Write a function which removes a set of characters from a given String. The signature of the function should be as follows

public String removeCharsFromString(String source, String remove)


Problem Analysis
The problem involves the following 2 steps
1) For each character in source, determine whether it needs to be deleted
2) Delete the character

Lets start with the actual deletion process first. You have to remove an element from an array. An array is a contiguous block of memory, so you cant remove an element from the middle as can be done with a linked list. So you have to rearrange the elements to maintain it as a contiguous block. For example if you need to remove c from an array containing abcd , you have to rearrange the elements. So you can either shift ab up or shift d down. In addition you need to decrease the size of the string by one.

Now how would the proposed algorithm work if you had to delete all elements from the source string. If the String is n characters long, this would mean shifting the last element by n-1, the second last by n-2 and so on, giving the worst time ass O(n^2).

How can we avoid this. What if you allocated a temporary string buffer and built your modified string there instead of in place? Then you could simply copy the characters you need to keep into the temporary string, skipping the characters you want to delete. When you finish building the modified string, you can copy it from the temporary buffer back into str. This way, you move each character at most twice, giving O(n) deletion. However, you’ve incurred the memory overhead of a temporary buffer the same size as the original string, and the time overhead of copying the modified string back over the original string. Is there any way you could avoid these penalties while retaining your O(n) algorithm?

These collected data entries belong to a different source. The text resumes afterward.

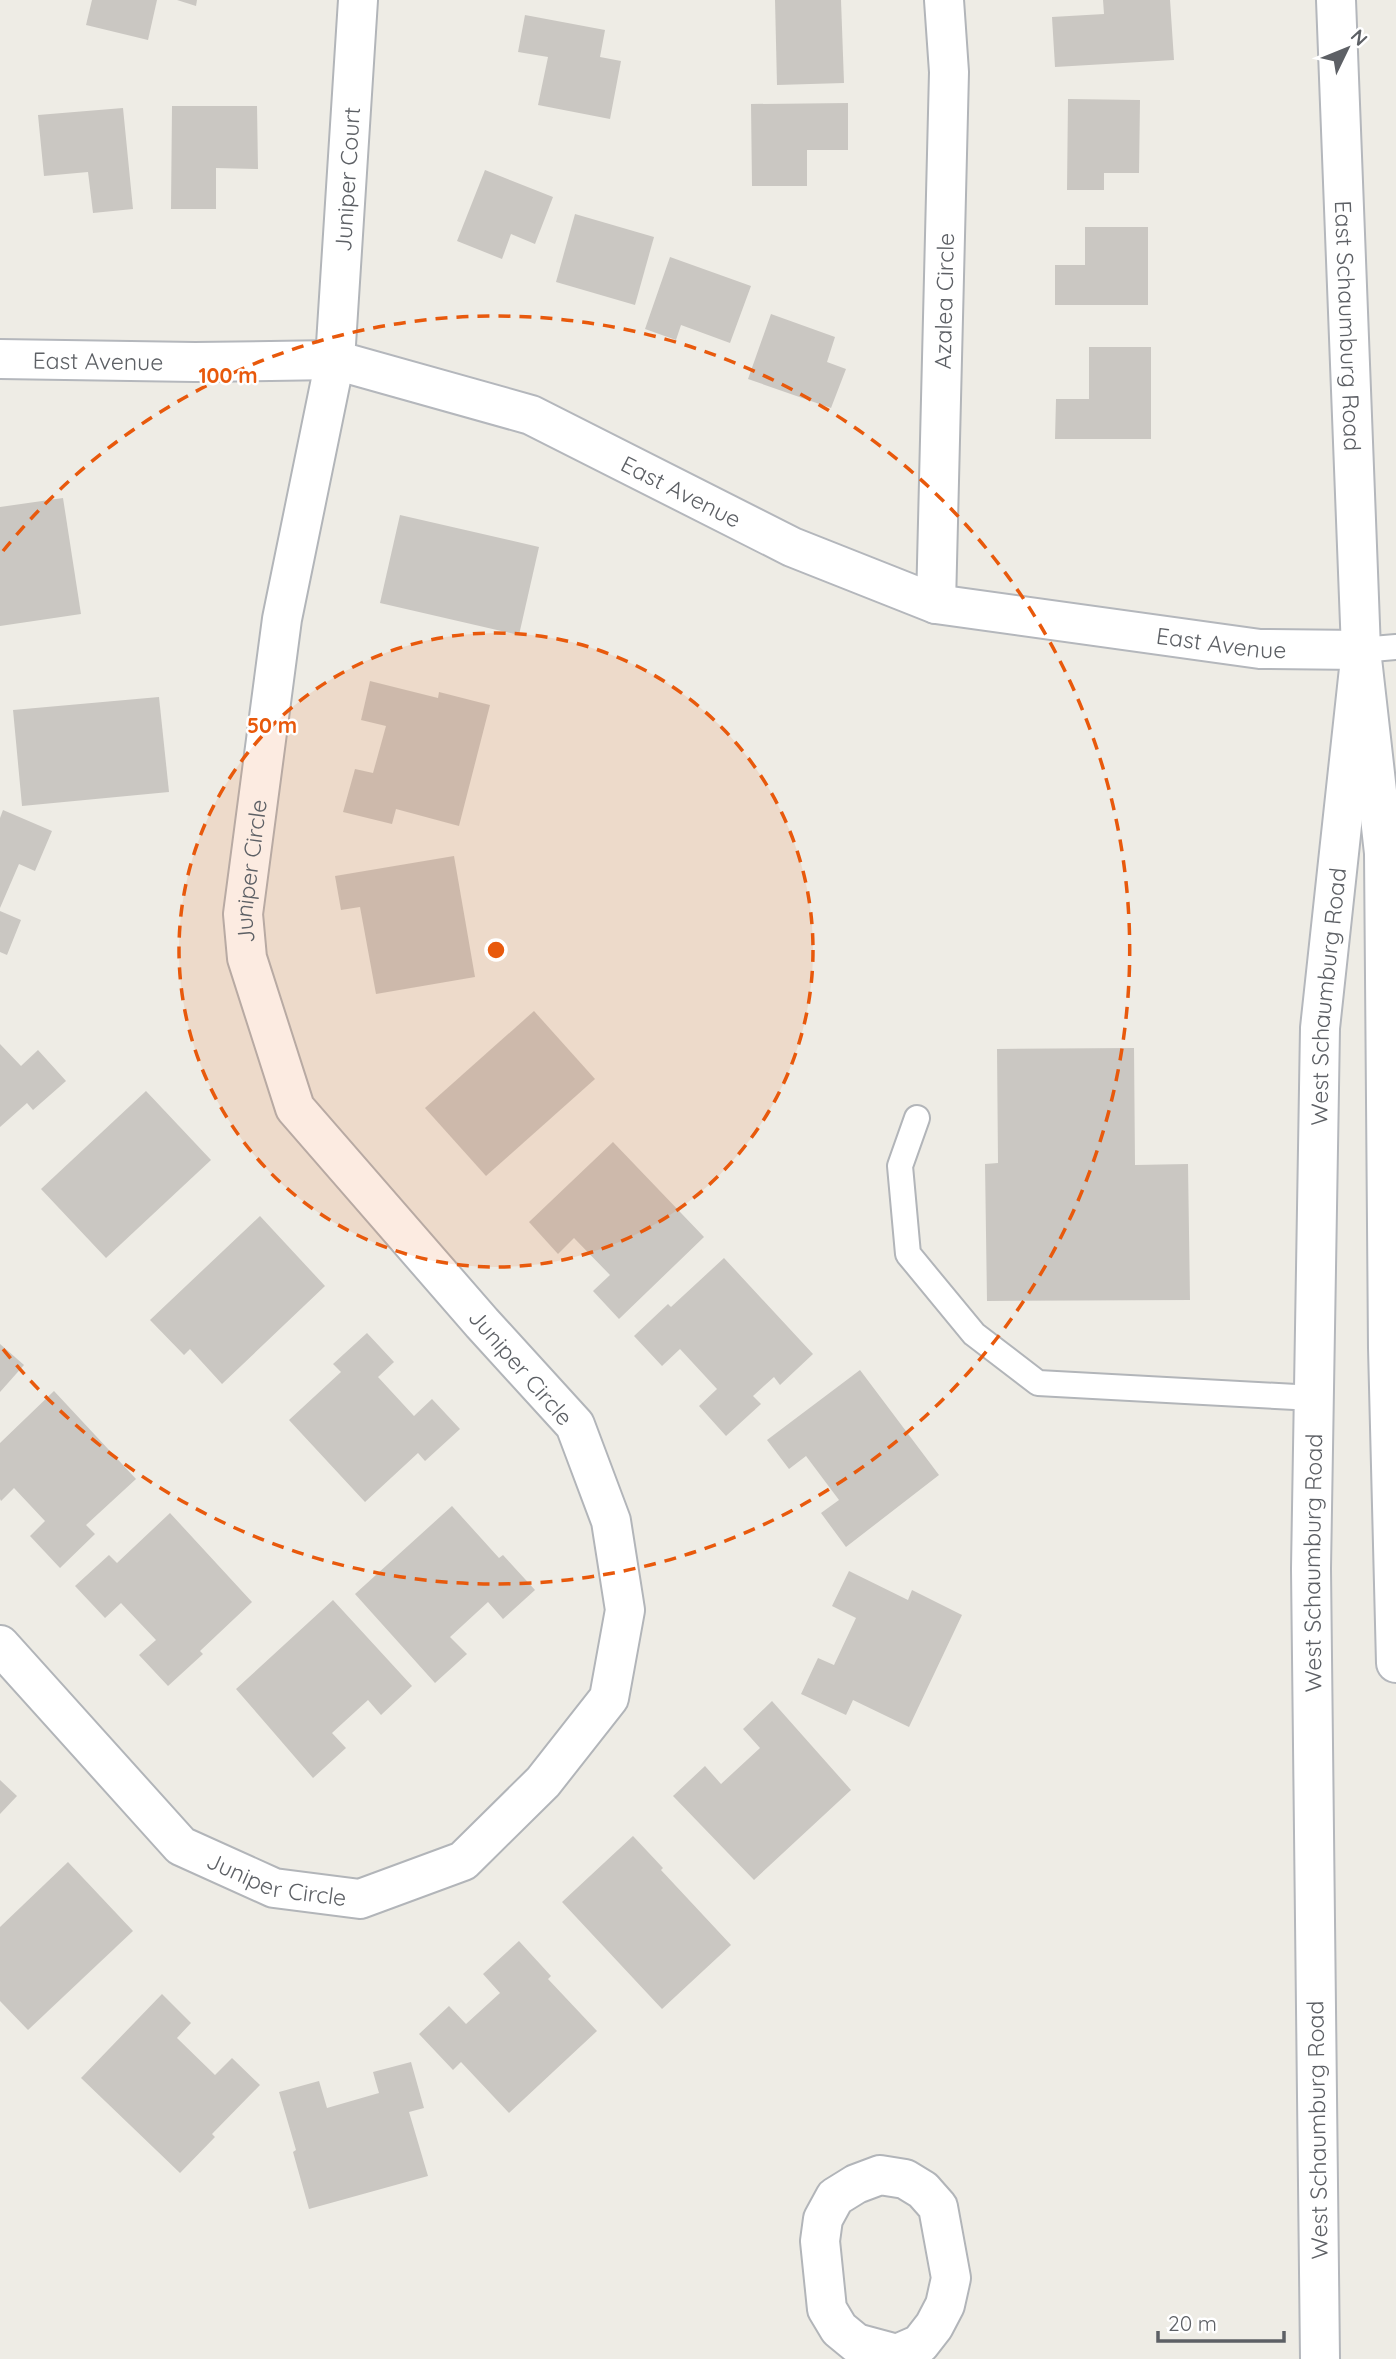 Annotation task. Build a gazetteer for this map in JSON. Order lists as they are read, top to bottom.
{
  "streets": {
    "street": [
      "Juniper Court",
      "Azalea Circle",
      "East Schaumburg Road",
      "East Avenue",
      "Juniper Circle",
      "West Schaumburg Road"
    ]
  },
  "crossings": [
    ["Juniper Court", "East Avenue"],
    ["Juniper Court", "Juniper Circle"],
    ["Azalea Circle", "East Avenue"],
    ["East Schaumburg Road", "East Avenue"],
    ["East Schaumburg Road", "West Schaumburg Road"],
    ["East Avenue", "Juniper Circle"],
    ["East Avenue", "West Schaumburg Road"]
  ],
  "scale_bar": "20 m",
  "north": "top right",
  "rings": ["100 m", "50 m"]
}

To implement the O(n) algorithm just described, you need to track a source position for the read location in the original string and a destination position for the write position in the temporary buffer. These positions both start at zero. The source position is incremented every time you read, and the destination position is incremented every time you write. In other words, when you copy a character you increment both positions, but when you delete a character you increment only the source position. This means the source position will always be the same as or ahead of the destination position. Once you read a character from the original string (that is, the source position has advanced past it), you no longer need that character - in fact, you’re just going to copy the modified string over it. Because the destination position in the original string is always a character you don’t need anymore, you can write directly into the original string, eliminating the temporary buffer entirely. This is still an O(n) algorithm, but without the memory and time overhead of the earlier version.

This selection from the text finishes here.